▸ Requirement:
Search the material below for lines containing the string "pedestrianBridge", and copy every one you find.

▸ Data for this exercise:
═══

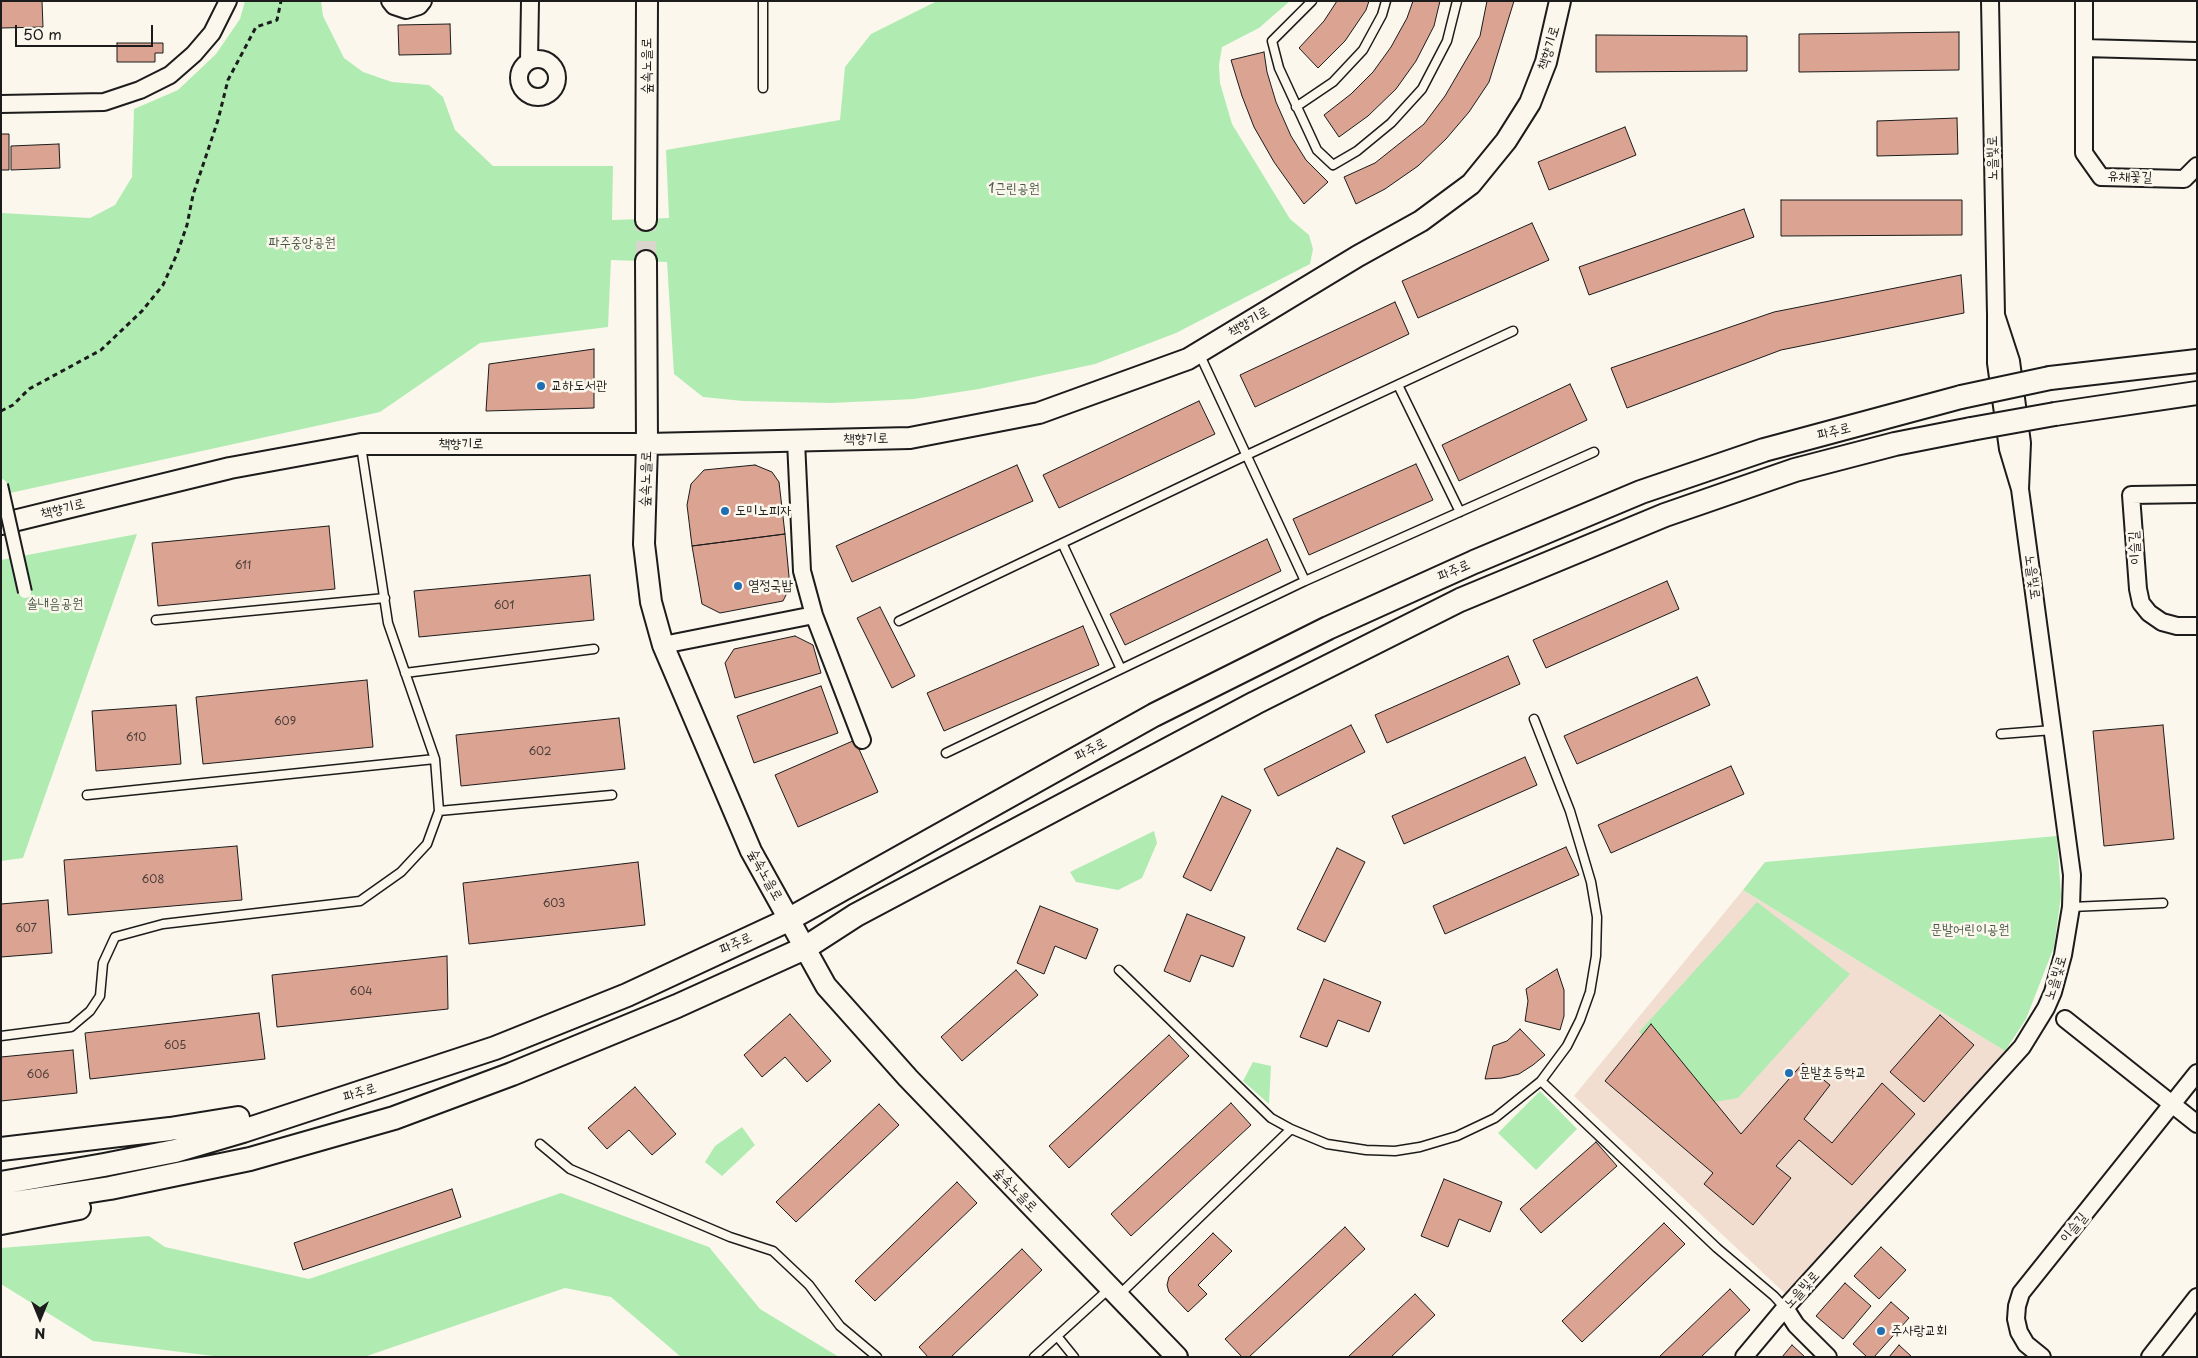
<!DOCTYPE html>
<html>
<head>
<meta charset="utf-8">
<style>
  body { margin:0 }
  #map { position:relative; width:2198px; height:1358px; overflow:hidden; background:#fbf7ec; font-family:"Playpen Sans",sans-serif }
  canvas { display:block }
  .frame { position:absolute; inset:0; border:2px solid #1c1c1c; pointer-events:none }
  .north { position:absolute; left:15px; top:1293px; width:50px; height:50px; -webkit-text-stroke:4px #fbf7ec; paint-order:stroke; rotate:180deg; font-size:14px; font-weight:700; line-height:20px; text-align:center; color:#1c1c1c }
  .north::after { content:''; display:block; margin:auto; width:18px; height:22px; background:#1c1c1c; clip-path:polygon(50% 0,100% 100%,50% 72%,0 100%) }
  .scale { position:absolute; left:15px; top:25px; width:138px; height:22px; box-sizing:border-box; border:2px solid #1c1c1c; border-top:0; padding-left:6px; font-size:15px; line-height:18px; white-space:nowrap; color:#1c1c1c; -webkit-text-stroke:4px #fbf7ec; paint-order:stroke }
</style>
</head>
<body>
<div id="map">
<canvas width="2198" height="1358"></canvas>
<div class="frame"></div>
<div class="north">N</div>
<div class="scale">50 m</div>
</div>
<script>
const c = document.querySelector('canvas').getContext('2d');
c.lineJoin = 'round';
function fillPath(path, color) { c.fillStyle = color; c.fill(path, 'evenodd'); }
const toPath = rows => new Path2D(rows.map(r => 'M' + r).join(''));
function trace(path, color, width, dash) { c.strokeStyle = color; c.lineWidth = width; c.lineCap = dash ? 'butt' : 'round'; c.setLineDash(dash || []); c.stroke(path); }
function write(font, color, halo, rows, align = 'center') {
  c.font = font + ' "Playpen Sans","Poor Story",sans-serif'; c.lineWidth = 5; c.setLineDash([]); c.textBaseline = 'middle'; c.strokeStyle = halo; c.fillStyle = color; for (const [text, x, y, turn = 0] of rows) {
    c.save(); c.translate(x, y); c.rotate((+turn || 0) * Math.PI / 180); c.textAlign = isNaN(turn) ? turn : align; if (halo) c.strokeText(text, 0, 0); c.fillText(text, 0, 0); c.restore();
  }
}
fillPath(toPath([
  [1743,890,2005,1051,1790,1298,1574,1096]
]), '#f1ded1');
fillPath(toPath([
  [245,1,321,1,323,16,344,58,363,72,392,82,429,85,443,97,455,130,493,166,613,166,612,220,669,218,666,150,840,120,845,67,871,34,937,1,1290,1,1259,28,1222,47,1219,65,1220,83,1232,124,1290,219,1309,235,1313,249,1310,264,1176,333,1095,364,979,389,914,399,832,403,743,401,703,397,674,374,667,262,611,260,608,327,480,343,380,412,1,495,1,213,90,218,115,205,132,177,134,109,178,90,216,54,240,19],
  [137,534,23,858,1,861,1,560],
  [1154,831,1157,843,1142,878,1118,890,1076,882,1070,872],
  [2057,836,2061,896,2054,947,2026,1019,2005,1051,1743,890,1765,862],
  [1757,902,1850,974,1738,1098,1715,1102,1639,1032],
  [1253,1062,1271,1066,1269,1104,1243,1081],
  [1540,1091,1577,1129,1536,1170,1498,1133],
  [742,1127,755,1145,722,1176,705,1162,715,1146],
  [561,1193,709,1247,760,1309,839,1357,681,1357,611,1297,565,1288,364,1357,221,1357,93,1341,1,1284,1,1248,149,1236,165,1247,309,1279]
]), '#b0ecb2');
const building = toPath([
  [1,1,42,1,43,27,1,28,1,1],
  [1337,1,1369,1,1366,10,1345,41,1318,68,1299,48,1324,21,1337,1],
  [1413,1,1440,1,1434,26,1416,61,1396,89,1368,116,1339,137,1324,115,1351,94,1373,72,1391,47,1407,18,1413,1],
  [1487,1,1514,1,1489,82,1469,112,1446,139,1418,166,1385,189,1356,204,1344,177,1375,163,1424,124,1445,96,1480,36,1487,1],
  [450,24,451,54,399,55,398,25,450,24],
  [1959,32,1959,70,1799,72,1799,34,1959,32],
  [1596,35,1747,36,1747,71,1596,72,1596,35],
  [117,43,163,43,163,53,155,53,155,62,117,62,117,43],
  [1264,52,1267,72,1276,102,1291,136,1306,160,1328,182,1304,204,1274,162,1254,127,1242,96,1231,60,1264,52],
  [1957,118,1958,154,1877,156,1877,121,1957,118],
  [1625,127,1636,155,1549,190,1538,162,1625,127],
  [1,134,9,134,9,170,1,170,1,134],
  [59,144,60,168,11,170,11,146,59,144],
  [1781,200,1962,200,1962,235,1781,236,1781,200],
  [1744,209,1754,237,1589,295,1579,267,1744,209],
  [1532,223,1549,260,1418,318,1402,281,1532,223],
  [1961,275,1964,313,1781,350,1627,408,1611,368,1774,312,1961,275],
  [1395,302,1409,334,1255,407,1240,375,1395,302],
  [594,349,594,408,486,411,489,364,594,349],
  [1570,384,1587,420,1459,481,1442,445,1570,384],
  [1199,401,1215,434,1059,508,1043,475,1199,401],
  [1416,464,1433,500,1309,555,1293,519,1416,464],
  [755,465,772,472,779,482,785,534,692,546,687,505,691,484,704,470,755,465],
  [1017,465,1033,501,852,582,836,546,1017,465],
  [329,526,335,589,158,606,152,543,329,526],
  [785,534,790,587,783,601,720,613,702,604,692,546,785,534],
  [1267,539,1281,571,1125,645,1110,614,1267,539],
  [590,575,594,620,419,637,414,591,590,575],
  [1667,581,1679,609,1546,668,1533,640,1667,581],
  [880,607,915,676,892,688,857,618,880,607],
  [1083,626,1099,665,944,731,927,693,1083,626],
  [795,636,813,645,821,673,735,698,725,663,734,649,795,636],
  [1508,656,1520,684,1387,743,1375,715,1508,656],
  [1697,677,1710,705,1577,764,1564,736,1697,677],
  [367,680,373,747,203,764,196,697,367,680],
  [821,686,838,733,754,763,737,716,821,686],
  [176,705,181,764,96,771,92,711,176,705],
  [619,718,625,769,461,786,456,735,619,718],
  [1351,725,1365,752,1278,796,1264,769,1351,725],
  [2163,725,2174,839,2104,846,2093,731,2163,725],
  [855,740,878,792,798,827,775,775,855,740],
  [1525,757,1537,785,1404,844,1392,816,1525,757],
  [1731,766,1744,794,1611,853,1598,825,1731,766],
  [1222,796,1251,810,1211,891,1183,877,1222,796],
  [237,846,242,900,68,915,64,860,237,846],
  [1566,847,1579,875,1445,934,1433,906,1566,847],
  [1337,848,1365,862,1325,942,1297,929,1337,848],
  [638,862,645,925,469,944,463,883,638,862],
  [48,900,52,953,1,957,1,904,48,900],
  [1040,906,1098,929,1086,959,1055,946,1044,974,1017,963,1040,906],
  [1187,914,1245,937,1233,967,1201,955,1190,982,1164,971,1187,914],
  [447,956,448,1009,277,1027,272,975,447,956],
  [1557,969,1564,990,1564,1016,1560,1030,1525,1021,1528,1001,1526,989,1557,969],
  [1016,970,1038,995,962,1061,941,1037,1016,970],
  [1324,979,1381,1002,1369,1032,1338,1020,1327,1047,1300,1037,1324,979],
  [259,1013,265,1059,90,1079,85,1033,259,1013],
  [790,1014,831,1061,807,1082,785,1057,762,1077,744,1055,790,1014],
  [1940,1015,1974,1045,1924,1102,1890,1072,1940,1015],
  [1651,1024,1741,1134,1803,1063,1830,1085,1804,1119,1832,1143,1882,1083,1915,1114,1852,1185,1799,1140,1776,1166,1791,1178,1753,1225,1704,1184,1713,1173,1605,1081,1651,1024],
  [1520,1029,1545,1055,1533,1065,1519,1074,1502,1078,1485,1079,1493,1046,1507,1041,1520,1029],
  [1169,1035,1189,1056,1069,1168,1049,1146,1169,1035],
  [73,1050,77,1093,1,1101,1,1057,73,1050],
  [635,1087,676,1134,652,1155,629,1130,607,1149,588,1128,635,1087],
  [1231,1103,1251,1125,1131,1236,1111,1214,1231,1103],
  [879,1104,899,1125,796,1222,776,1202,879,1104],
  [1596,1142,1617,1166,1541,1233,1520,1209,1596,1142],
  [1444,1179,1502,1202,1490,1232,1459,1219,1448,1247,1421,1236,1444,1179],
  [957,1182,977,1203,875,1301,855,1281,957,1182],
  [452,1189,461,1217,303,1270,294,1243,452,1189],
  [1664,1223,1685,1244,1582,1342,1562,1321,1664,1223],
  [1345,1227,1365,1249,1249,1357,1242,1357,1225,1339,1345,1227],
  [1213,1233,1232,1251,1198,1285,1207,1294,1188,1312,1169,1292,1167,1285,1169,1277,1213,1233],
  [1881,1247,1906,1270,1879,1299,1854,1276,1881,1247],
  [1022,1249,1042,1270,951,1357,928,1357,919,1347,1022,1249],
  [1845,1283,1871,1306,1843,1339,1816,1316,1845,1283],
  [1730,1289,1750,1310,1701,1357,1659,1357,1730,1289],
  [1415,1294,1435,1315,1391,1357,1348,1357,1415,1294],
  [1891,1302,1909,1318,1874,1357,1867,1357,1853,1344,1891,1302],
  [1792,1345,1805,1357,1782,1357,1792,1345],
  [1899,1345,1912,1357,1889,1357,1899,1345]
]);
fillPath(building, '#daa392');
trace(building, '#1c1c1c', 1);
trace(toPath([
  [646,261,646,220]
]), '#dad6cd', 20, [20, 10]);
const service = toPath([
  [763,1,763,88],
  [1312,1,1272,41,1279,68,1317,150,1333,165,1357,151,1391,123,1422,89,1447,41,1457,1],
  [1296,107,1333,82,1363,50,1382,15,1386,1],
  [1199,353,1305,581],
  [1398,385,1460,512],
  [1063,545,1121,669],
  [156,620,385,598],
  [899,621,1247,455,1513,331],
  [405,673,594,649],
  [1534,719,1570,811,1591,882,1597,917,1596,956,1590,992,1580,1020,1567,1046,1541,1081],
  [2001,734,2053,730],
  [946,753,1305,581,1594,452],
  [87,795,435,759],
  [439,811,612,795],
  [2071,907,2163,903],
  [1119,970,1271,1118,1291,1129],
  [1,1036,71,1027,90,1011,100,996,103,963,115,937,163,924,360,901,401,872,427,844,439,811,435,759,388,623,361,446],
  [540,1144,570,1169,730,1237,773,1251,809,1285,840,1326,877,1357],
  [1118,1296,1291,1129,1327,1144,1366,1150,1395,1151,1420,1147,1457,1136,1495,1118,1541,1081,1717,1248,1774,1296,1785,1308],
  [1057,1336,1074,1357],
  [1034,1357,1110,1288]
]);
const minor = toPath([
  [390,1,394,6,406,10,419,6,423,1],
  [1990,1,1996,315],
  [2084,1,2084,153,2101,177,2184,179,2197,166],
  [2084,48,2197,51],
  '519 78a19 19 0 1 1 38 0a19 19 0 1 1-38 0Z',
  [529,61,530,1],
  [1,104,104,102,140,90,170,75,194,54,212,33,228,1],
  [796,441,802,571,814,615,862,740],
  [2197,494,2131,495,2138,589,2141,603,2149,613,2162,622,2177,626,2197,626],
  [663,645,814,615],
  [2065,1019,2197,1124],
  [1785,1308,1796,1325,1828,1357],
  [1744,1357,1785,1308,2022,1047,2046,1008,2053,992,2063,955,2071,907,2072,875,2020,489,2008,449,1996,363,1996,315,2011,361,2022,443,2020,489],
  [2042,1357,2026,1344,2019,1332,2016,1319,2017,1306,2021,1293,2197,1073],
  [2150,1357,2197,1297]
]);
const tertiary = toPath([
  [646,220,647,1],
  [646,261,647,444,644,544,651,602,663,645,751,851,826,986,908,1078,1177,1357],
  [1,524,230,468,361,444,647,444,910,438,1039,413,1188,359,1358,256,1421,221,1471,184,1506,141,1530,103,1546,62,1560,1]
]);
const secondary = toPath([
  [2050,378,2197,361],
  [2055,414,2197,393],
  [1,1149,170,1129,238,1118],
  [1,1183,104,1165,175,1151,243,1131,495,1048,627,995,784,922,1154,715,1328,628,1474,562,1641,492,1764,450,1961,397],
  [1,1205,110,1188,250,1159,394,1118,512,1074,677,1006,805,948,856,915,1255,703,1460,600,1665,515,1795,470,1895,444,1971,429],
  [1,1223,79,1208]
]);
trace(service, '#1c1c1c', 11);
trace(minor, '#1c1c1c', 20);
trace(tertiary, '#1c1c1c', 24);
trace(secondary, '#1c1c1c', 26);
trace(toPath([
  [1,411,13,405,29,389,101,350,142,311,163,285,177,254,187,225,193,195,218,120,228,80,256,27,277,20,281,1]
]), '#1c1c1c', 3, [5, 4]);
trace(service, '#fbf7ec', 8);
trace(minor, '#fbf7ec', 16);
trace(tertiary, '#fbf7ec', 20);
trace(secondary, '#fbf7ec', 22);
const pedestrianBridge = toPath([
  [1,485,25,592]
]);
const secondaryBridge = toPath([
  [1961,397,2050,378],
  [1971,429,2055,414]
]);
trace(pedestrianBridge, '#1c1c1c', 16, []);
trace(secondaryBridge, '#1c1c1c', 26, []);
trace(pedestrianBridge, '#fbf7ec', 12);
trace(secondaryBridge, '#fbf7ec', 22);
for (const [x, y, r, color] of [
  [541,386,5,"#1f6fb2"],
  [725,511,5,"#1f6fb2"],
  [738,586,5,"#1f6fb2"],
  [1789,1073,5,"#1f6fb2"],
  [1881,1331,5,"#1f6fb2"]
]) { const dot = new Path2D(); dot.arc(x, y, r, 0, 2 * Math.PI); c.fillStyle = color; c.fill(dot); trace(dot, '#fbf7ec', 2); }
write('11px', '#4c3e3a', null, [
  ["611",243,566],
  ["601",504,606],
  ["609",285,722],
  ["610",136,738],
  ["602",540,752],
  ["608",153,880],
  ["603",554,904],
  ["607",26,929],
  ["604",361,992],
  ["605",175,1046],
  ["606",38,1075]
]);
write('14px', '#1c1c1c', '#fbf7ec', [
  ["책향기로",1549,48,-73],
  ["숲속노을로",647,66,-90],
  ["노을빛로",1993,158,-91],
  ["유채꽃길",2130,177,2],
  ["책향기로",1249,322,-31],
  ["파주로",1834,432,-15],
  ["책향기로",866,439,-1],
  ["책향기로",461,444],
  ["숲속노을로",646,479,-88],
  ["책향기로",63,509,-14],
  ["이슬길",2135,548,-94],
  ["파주로",1454,571,-24],
  ["노을빛로",2032,577,82],
  ["파주로",1091,750,-29],
  ["숲속노을로",765,875,61],
  ["파주로",736,944,-25],
  ["노을빛로",2056,978,-73],
  ["파주로",360,1093,-18],
  ["숲속노을로",1015,1190,46],
  ["이슬길",2074,1228,-51],
  ["노을빛로",1802,1290,-48]
]);
write('14px', '#485a49', '#fbf7ec', [
  ["1근린공원",1014,189],
  ["파주중앙공원",302,243],
  ["솔내음공원",55,604],
  ["문발어린이공원",1970,930]
]);
write('14px', '#1c1c1c', '#fbf7ec', [
  ["교하도서관",551,386],
  ["도미노피자",735,511],
  ["열정국밥",748,586],
  ["문발초등학교",1799,1073],
  ["주사랑교회",1891,1331]
], 'left');
</script>
</body>
</html>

═══

▸ Result for this exercise:
const pedestrianBridge = toPath([
trace(pedestrianBridge, '#1c1c1c', 16, []);
trace(pedestrianBridge, '#fbf7ec', 12);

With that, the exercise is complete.